Nanny’s sister put down her magazine and said, “I’m going home now, I think. I’ll come back up in the morning,” she told Nanny.

“I’ll walk out with you,” Arnie said. “I want to find me a Diet Coke. Can I get y’all anything?” he asked the others.

They each shook their heads ‘no’, and Arnie walked out of the room with Nanny’s sister. When Arnie got back, he heard Nanny say, “You need to get home and get yourself some rest, Tyson,” as he opened the door. “Joyce can stay up here and sit with me awhile.”

Tyson kissed Nanny tenderly on her parted lips. “I’ll be back early in the morning,” he told his wife, and left slowly then with Arnie.

“He’s been worrying hisself sick about me,” Nanny told Joyce after the two men had left.

“Everybody’s worried about you,” Joyce said.

“I don’t see why,” Nanny answered with a bit of her old fire. “I’m dying and there ain’t nothing nobody can do about it. What’s the use of worrying about something like that?”

As they talked, Nanny’s breath grew shorter and she got tired. The nurse came and gave her the last medicine of the night around ten o’clock. Joyce turned out the lights and made herself as comfortable as she could be in one of the vinyl chairs. She watched Nanny silently for more than an hour, listening to her raspy, halting breaths and marking the severe changes in her mother.

As Joyce drifted into that lonely valley between asleep and awake, she saw herself playing with Rudy, her old hound dog, in the back yard of the house on Fielden. Across the half-acre garden a cat was harassing the birds that lived in the birdhouse attached on a pole to one of the posts of the back fence. Nanny came out on the back steps and said, “Rudy, go keep that cat away from them birds.” Rudy left Joyce and ran around the edge of the garden, straight toward the stray cat. But the cat was out of reach on top of the fence post and Rudy had to settle for barking before he came back to play. “That cat just won’t leave them poor birds alone,” Nanny said. She went back into the house and came out with Papa’s .22 rifle. She drew a bead on the cat and killed it with one shot clean through the head. Joyce startled awake and she couldn’t hear Nanny breathing anymore.
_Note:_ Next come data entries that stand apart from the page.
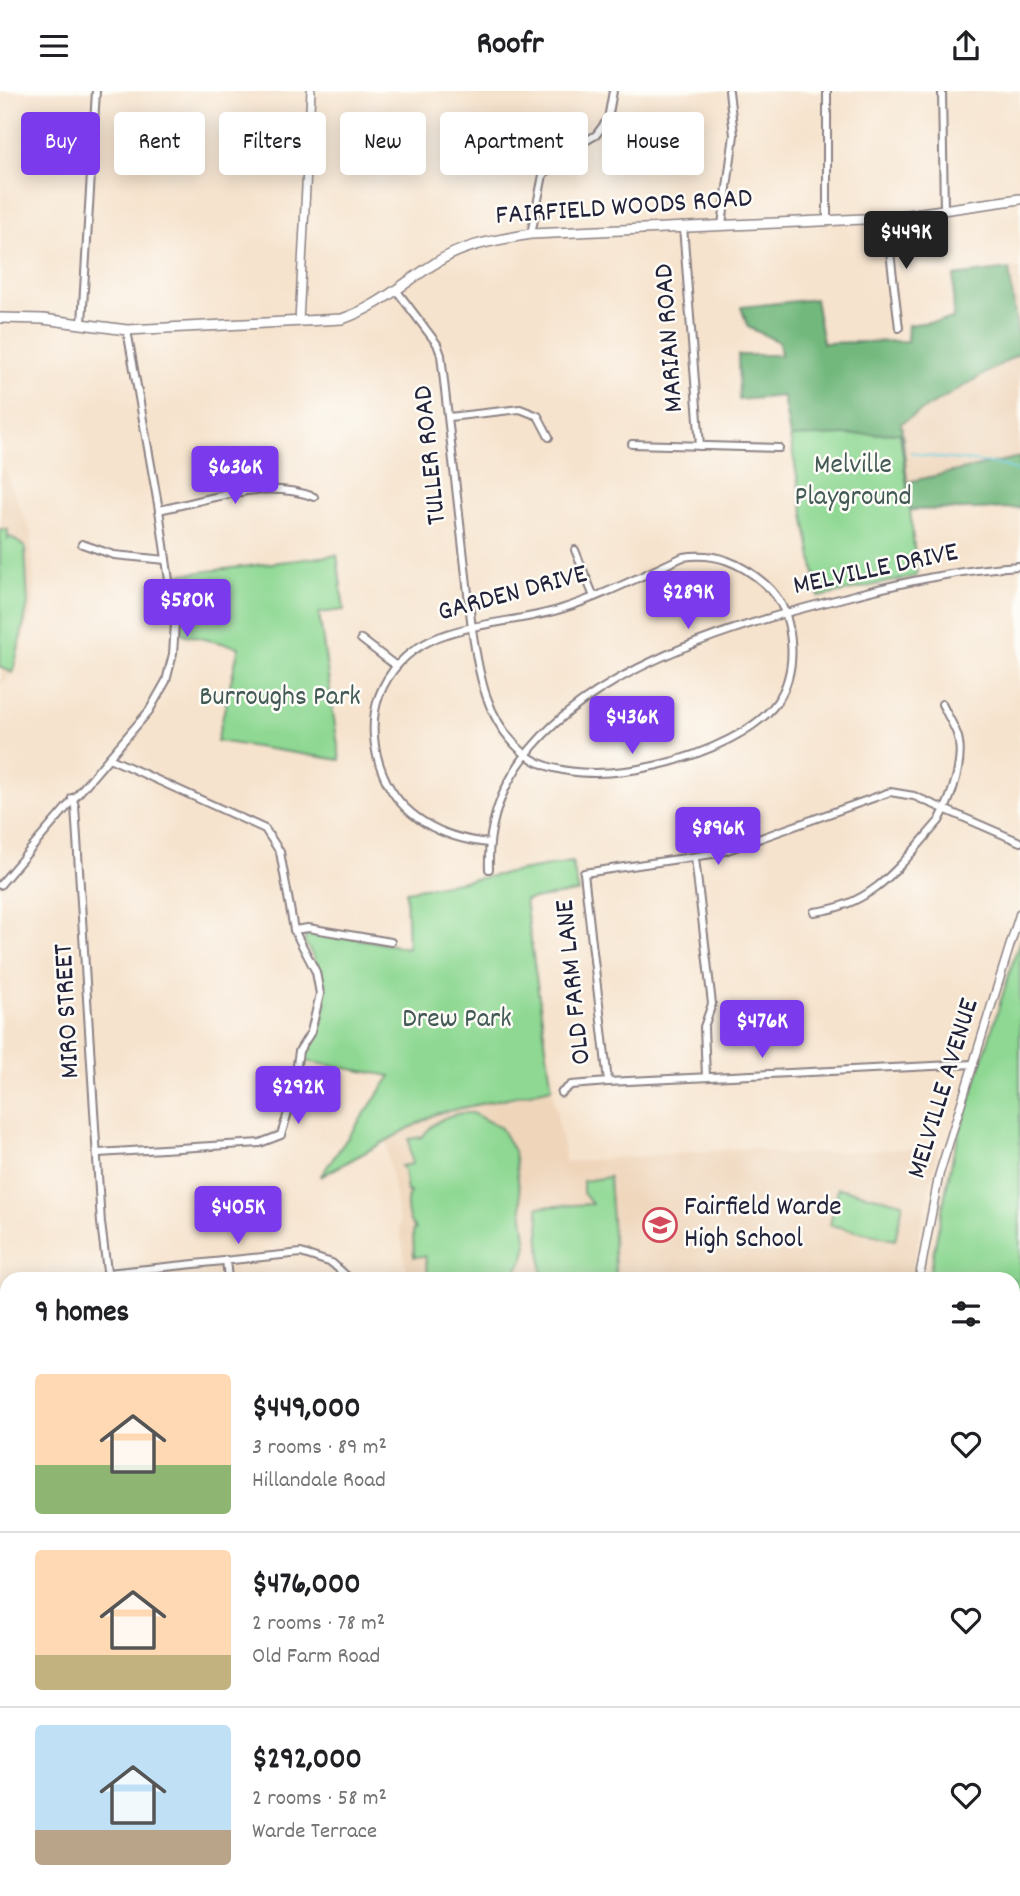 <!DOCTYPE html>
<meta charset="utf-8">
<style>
body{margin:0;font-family:Dekko,sans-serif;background:#f6f6f6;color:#202124;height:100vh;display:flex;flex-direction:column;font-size:26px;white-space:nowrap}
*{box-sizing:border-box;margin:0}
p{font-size:23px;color:#757577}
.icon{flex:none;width:38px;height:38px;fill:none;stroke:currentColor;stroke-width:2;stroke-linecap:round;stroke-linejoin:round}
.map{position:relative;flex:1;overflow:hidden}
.sheet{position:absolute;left:0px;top:1181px;width:1020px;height:625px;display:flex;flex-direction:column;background:#fff;border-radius:21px 21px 0 0;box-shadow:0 4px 18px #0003}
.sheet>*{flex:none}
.top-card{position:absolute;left:21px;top:21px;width:978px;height:63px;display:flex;gap:14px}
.price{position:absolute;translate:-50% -60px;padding:0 16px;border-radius:7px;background:#7c3aed;color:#fff;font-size:23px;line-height:46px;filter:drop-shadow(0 2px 4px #0008)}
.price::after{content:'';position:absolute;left:50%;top:42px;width:21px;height:16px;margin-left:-10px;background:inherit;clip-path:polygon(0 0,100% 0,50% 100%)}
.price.on{background:#222;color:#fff}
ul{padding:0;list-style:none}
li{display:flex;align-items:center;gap:21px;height:175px;padding:0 35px}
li+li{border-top:2px solid #e0e0e0}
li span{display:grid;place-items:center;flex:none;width:196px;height:140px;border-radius:7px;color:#555}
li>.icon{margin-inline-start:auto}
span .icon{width:84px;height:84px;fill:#fffc;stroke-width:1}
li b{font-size:30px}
h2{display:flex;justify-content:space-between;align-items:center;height:84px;padding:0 35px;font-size:30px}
.chip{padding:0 24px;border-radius:7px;background:#fff;box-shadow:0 4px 18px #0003;font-size:24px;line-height:63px}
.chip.on{background:#7c3aed;color:#fff}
header{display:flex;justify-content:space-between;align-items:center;height:91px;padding:0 35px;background:#fff;font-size:32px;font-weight:800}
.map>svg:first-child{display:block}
.built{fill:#efd6bb}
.green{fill:#8ed893;stroke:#587d67;stroke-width:2}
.forest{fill:#72b87d;stroke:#4a6d5c;stroke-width:2}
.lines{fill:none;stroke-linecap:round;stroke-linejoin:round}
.stream{stroke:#5ec8d9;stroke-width:2}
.minor-casing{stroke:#8c8284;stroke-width:10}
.tertiary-casing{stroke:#8c8284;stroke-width:10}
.secondary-casing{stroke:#8c8284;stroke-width:12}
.minor{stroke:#fff;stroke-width:6}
.tertiary{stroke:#fff;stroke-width:7}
.secondary{stroke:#fff;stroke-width:9}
.labels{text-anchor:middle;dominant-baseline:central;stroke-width:5;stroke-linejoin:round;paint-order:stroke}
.street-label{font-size:28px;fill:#22223b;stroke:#fdfcf7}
.park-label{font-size:28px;fill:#425955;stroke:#fdfcf7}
.poi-label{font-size:28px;fill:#22223b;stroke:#fdfcf7;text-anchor:start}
</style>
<header><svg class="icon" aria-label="menu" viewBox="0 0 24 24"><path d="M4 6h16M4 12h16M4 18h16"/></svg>Roofr<svg class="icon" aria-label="share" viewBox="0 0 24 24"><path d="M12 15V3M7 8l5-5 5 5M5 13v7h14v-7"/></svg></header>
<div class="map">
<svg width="1020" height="1805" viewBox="0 0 1020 1805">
<rect width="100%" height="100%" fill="#fdfcf7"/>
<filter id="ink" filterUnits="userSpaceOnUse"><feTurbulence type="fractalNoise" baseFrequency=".0143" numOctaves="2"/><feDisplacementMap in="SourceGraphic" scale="14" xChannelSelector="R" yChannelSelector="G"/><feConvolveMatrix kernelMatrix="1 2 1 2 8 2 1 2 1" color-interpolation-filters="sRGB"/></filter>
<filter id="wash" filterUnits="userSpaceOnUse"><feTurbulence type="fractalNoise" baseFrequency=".00686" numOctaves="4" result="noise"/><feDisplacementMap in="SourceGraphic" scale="28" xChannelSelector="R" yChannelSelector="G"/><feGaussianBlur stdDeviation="1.57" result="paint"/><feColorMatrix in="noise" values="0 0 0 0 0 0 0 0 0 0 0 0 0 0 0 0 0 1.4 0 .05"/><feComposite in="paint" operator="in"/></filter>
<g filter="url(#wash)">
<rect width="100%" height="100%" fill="#f6e3cd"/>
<!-- built -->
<g class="built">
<path d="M1020,177v189l-113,26 -6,-60 118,-70 -10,-84z"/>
<path d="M4,377l27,65 4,69 -22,71 -13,13v-216z"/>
<path d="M552,997l14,74 165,-13 23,-1 32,7 152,-8 -28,132h-502l-22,-138 49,-27z"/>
<path d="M7,1528v271h22l-5,6h-24v-275z"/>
</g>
<!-- green -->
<g class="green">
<path d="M901,332l16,153 -98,21 -29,-160z"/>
<path d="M0,438l8,1v9l3,-2 14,10 3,57 -15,69 -13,-6z"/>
<path d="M337,464l7,55 -25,3 21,147 -123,-19 22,-94 -57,-13 -7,-59z"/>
<path d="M572,771l7,30 -54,8 27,188 -117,26 -115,63 71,-101 -87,-15c2,-12 8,-20 14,-31 15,-31 5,-61 -14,-88l2,-7 10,-4 92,17 -2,-57z"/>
<path d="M1020,848v373l-7,3v-36h-85l26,-128z"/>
<path d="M472,1022l29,15 13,23 13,94 -3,13 -13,21h-82l-4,-23 -11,1 -1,-27 3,-1c-9,-7 -12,-27 -6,-37h-3l-3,-22 -3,-4 11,-2 -3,-25 13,-2c13,-17 28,-25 50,-24z"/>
<path d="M609,1086l7,102h-74l-4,-72 54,-3 -9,-11v-12z"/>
<path d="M838,1097l65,15 -8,37 -65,-15z"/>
</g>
<!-- forest -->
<g class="forest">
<path d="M1009,178l11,84 -119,70 6,59 113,-25v51l-110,2 -10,-77 -110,4 -7,-41 -44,4 -1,-45h43l-2,-13 -31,-15 -7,-20 74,-8 8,44 84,-2 1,-16 45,-6 1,-43z"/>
<path d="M7,1528v128l-7,4v-130z"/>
</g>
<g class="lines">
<!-- stream -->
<path class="stream" d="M911,361c36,12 82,4 109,21"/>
</g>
</g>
<g filter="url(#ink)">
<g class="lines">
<!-- minor casing -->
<g class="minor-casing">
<g id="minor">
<path d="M827,0v128"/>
<path d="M942,0l2,119"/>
<path d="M886,127l13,110"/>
<path d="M722,134l12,-90 -5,-44"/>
<path d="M683,135l17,220"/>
<path d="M531,143l12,-59 17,-19 36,-21 12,-16 5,-28"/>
<path d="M397,200l40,53 4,11 31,274c7,46 14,92 52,124 54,47 215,3 253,-51 13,-19 16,-39 14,-61 -2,-22 -8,-41 -26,-57 -24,-21 -49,-32 -82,-27 -40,18 -80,39 -122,52 -67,21 -152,9 -182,87 -9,25 -6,54 4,78 18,44 60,64 105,69"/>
<path d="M82,232l14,-232"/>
<path d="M449,326l71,-8 18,7 11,21"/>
<path d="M632,353l147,4"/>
<path d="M159,419c51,-10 104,-32 155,-13"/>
<path d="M82,453l32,11 52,5"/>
<path d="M575,459l19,47"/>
<path d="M361,548l35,27"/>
<path d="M109,667l156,71 15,23 14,78 14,-2 83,14"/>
<path d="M72,707l3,8 26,417 7,56"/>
<path d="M695,767l17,146 -8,23 2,50"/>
<path d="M489,778c-6,-172 221,-238 354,-271 57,-15 118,-29 177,-32"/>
<path d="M0,794l149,-174 17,-30 7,-27 2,-31 -16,-113 -32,-180"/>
<path d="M814,821c61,-7 87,-48 125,-91 12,-22 27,-62 18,-87 -4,-10 -10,-20 -15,-30"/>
<path d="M608,991l-24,-209 135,-20 171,-61 24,4 106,46"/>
<path d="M561,1002l10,-8 37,-3 366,-18"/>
<path d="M98,1062l162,-10 21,-8 11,-35 7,-49 12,-19 9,-38 -4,-22 -22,-42"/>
<path d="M226,1169l2,19"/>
<path d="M108,1182l193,-20 31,10 18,16"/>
<path d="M1013,1326l7,-1"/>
<path d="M0,1357l7,-24"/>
<path d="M0,1364l7,29"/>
<path d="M0,1418l7,-4"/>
<path d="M1020,1537l-6,11 6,61"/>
<path d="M29,1799l7,6"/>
<path d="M196,1799l5,6"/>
<path d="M306,1799l5,6"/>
<path d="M416,1799l5,6"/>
<path d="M525,1799l6,6"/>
<path d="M847,1799l1,6"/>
<path d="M371,1805l7,-6"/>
</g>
</g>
<!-- tertiary casing -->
<g class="tertiary-casing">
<g id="tertiary">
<path d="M299,231l12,-231"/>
<path d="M919,1188l20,-104 81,-262"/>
<path d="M1013,1235l7,-3"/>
<path d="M134,1805l5,-6"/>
<path d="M932,1805v-6"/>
</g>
</g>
<!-- secondary casing -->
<g class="secondary-casing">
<path id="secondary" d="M0,227l43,1 84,11 215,-11c36,-12 60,-35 92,-55 29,-20 63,-24 97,-30l355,-16 134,-19"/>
</g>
<!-- minor -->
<use href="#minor" class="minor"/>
<!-- tertiary -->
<use href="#tertiary" class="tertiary"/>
<!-- secondary -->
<use href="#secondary" class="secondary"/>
</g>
</g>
<!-- icons -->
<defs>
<g id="school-ring" transform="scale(1.75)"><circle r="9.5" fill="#fdfcf7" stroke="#d1495b" stroke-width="1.5"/><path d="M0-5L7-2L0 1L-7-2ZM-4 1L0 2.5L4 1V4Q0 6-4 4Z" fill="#d1495b"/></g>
</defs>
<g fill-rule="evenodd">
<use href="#school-ring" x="660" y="1134"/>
</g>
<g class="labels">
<!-- street labels -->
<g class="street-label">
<text transform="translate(624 118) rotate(-4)">FAIRFIELD WOODS ROAD</text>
<text transform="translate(671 247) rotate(-94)">MARIAN ROAD</text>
<text transform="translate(432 364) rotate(-96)">TULLER ROAD</text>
<text transform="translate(876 480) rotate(-12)">MELVILLE DRIVE</text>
<text transform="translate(513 504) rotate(-15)">GARDEN DRIVE</text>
<text transform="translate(575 891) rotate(-96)">OLD FARM LANE</text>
<text transform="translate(69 920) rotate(-93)">MIRO STREET</text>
<text transform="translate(945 998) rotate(-73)">MELVILLE AVENUE</text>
</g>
<!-- park labels -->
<g class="park-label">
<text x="853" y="376">Melville<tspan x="853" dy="32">Playground</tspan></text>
<text x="280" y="608">Burroughs Park</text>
<text x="457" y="930">Drew Park</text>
</g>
<!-- poi labels -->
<g class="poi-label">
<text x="684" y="1118">Fairfield Warde<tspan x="684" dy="32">High School</tspan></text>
</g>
</g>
</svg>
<b class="price on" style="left:906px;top:180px">$449K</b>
<b class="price" style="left:235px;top:415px">$636K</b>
<b class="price" style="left:688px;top:540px">$289K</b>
<b class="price" style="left:187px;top:548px">$580K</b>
<b class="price" style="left:632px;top:665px">$436K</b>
<b class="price" style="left:718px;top:776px">$896K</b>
<b class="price" style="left:762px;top:969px">$476K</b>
<b class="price" style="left:298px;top:1035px">$292K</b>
<b class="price" style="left:238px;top:1155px">$405K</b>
<div class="top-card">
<a class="chip on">Buy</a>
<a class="chip">Rent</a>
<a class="chip">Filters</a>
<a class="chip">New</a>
<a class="chip">Apartment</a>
<a class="chip">House</a>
</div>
<section class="sheet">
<h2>9 homes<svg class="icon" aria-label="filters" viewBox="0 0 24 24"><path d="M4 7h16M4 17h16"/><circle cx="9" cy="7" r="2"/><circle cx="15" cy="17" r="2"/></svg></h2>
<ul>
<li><span style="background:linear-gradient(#ffd9b3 65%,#8fb573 0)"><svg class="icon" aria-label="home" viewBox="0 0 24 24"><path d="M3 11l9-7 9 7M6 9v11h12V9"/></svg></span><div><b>$449,000</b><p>3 rooms · 89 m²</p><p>Hillandale Road</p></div><svg class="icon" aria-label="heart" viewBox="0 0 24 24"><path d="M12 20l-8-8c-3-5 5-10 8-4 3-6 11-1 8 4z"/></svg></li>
<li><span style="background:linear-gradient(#ffd9b3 75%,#c2b280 0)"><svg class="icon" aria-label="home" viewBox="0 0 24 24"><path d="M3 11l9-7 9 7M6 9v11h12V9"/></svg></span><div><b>$476,000</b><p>2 rooms · 78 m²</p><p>Old Farm Road</p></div><svg class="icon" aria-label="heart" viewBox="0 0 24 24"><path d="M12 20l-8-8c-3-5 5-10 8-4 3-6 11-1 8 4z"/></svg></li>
<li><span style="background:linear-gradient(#bfe0f5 75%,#b9a48a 0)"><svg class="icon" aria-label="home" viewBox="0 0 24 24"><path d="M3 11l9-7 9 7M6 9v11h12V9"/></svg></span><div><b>$292,000</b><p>2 rooms · 58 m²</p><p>Warde Terrace</p></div><svg class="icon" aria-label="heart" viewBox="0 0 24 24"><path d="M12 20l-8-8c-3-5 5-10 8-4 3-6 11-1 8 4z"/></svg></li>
</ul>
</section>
</div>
At Nanny’s funeral, Joyce thought her father had seemed to shrink. His shoulders were stooped and his chest looked caved in, like someone you couldn’t see had him in a bear hug. Throughout the funeral at the big Baptist church downtown, she kept watching her father and waiting for him to be released from the hug.

Then the preacher started talking about Nanny. Joyce hardly heard the words. Instead her mind saw a picture of Nanny in the kitchen. She stood, slim-waisted again in one of her simple homemade dresses without the oxygen cord, looking through the kitchen window above the sink at her husband out in the garden. Tyson was in his undershirt, his strong arms bigger than Joyce had ever seen, plowing the rows for the corn.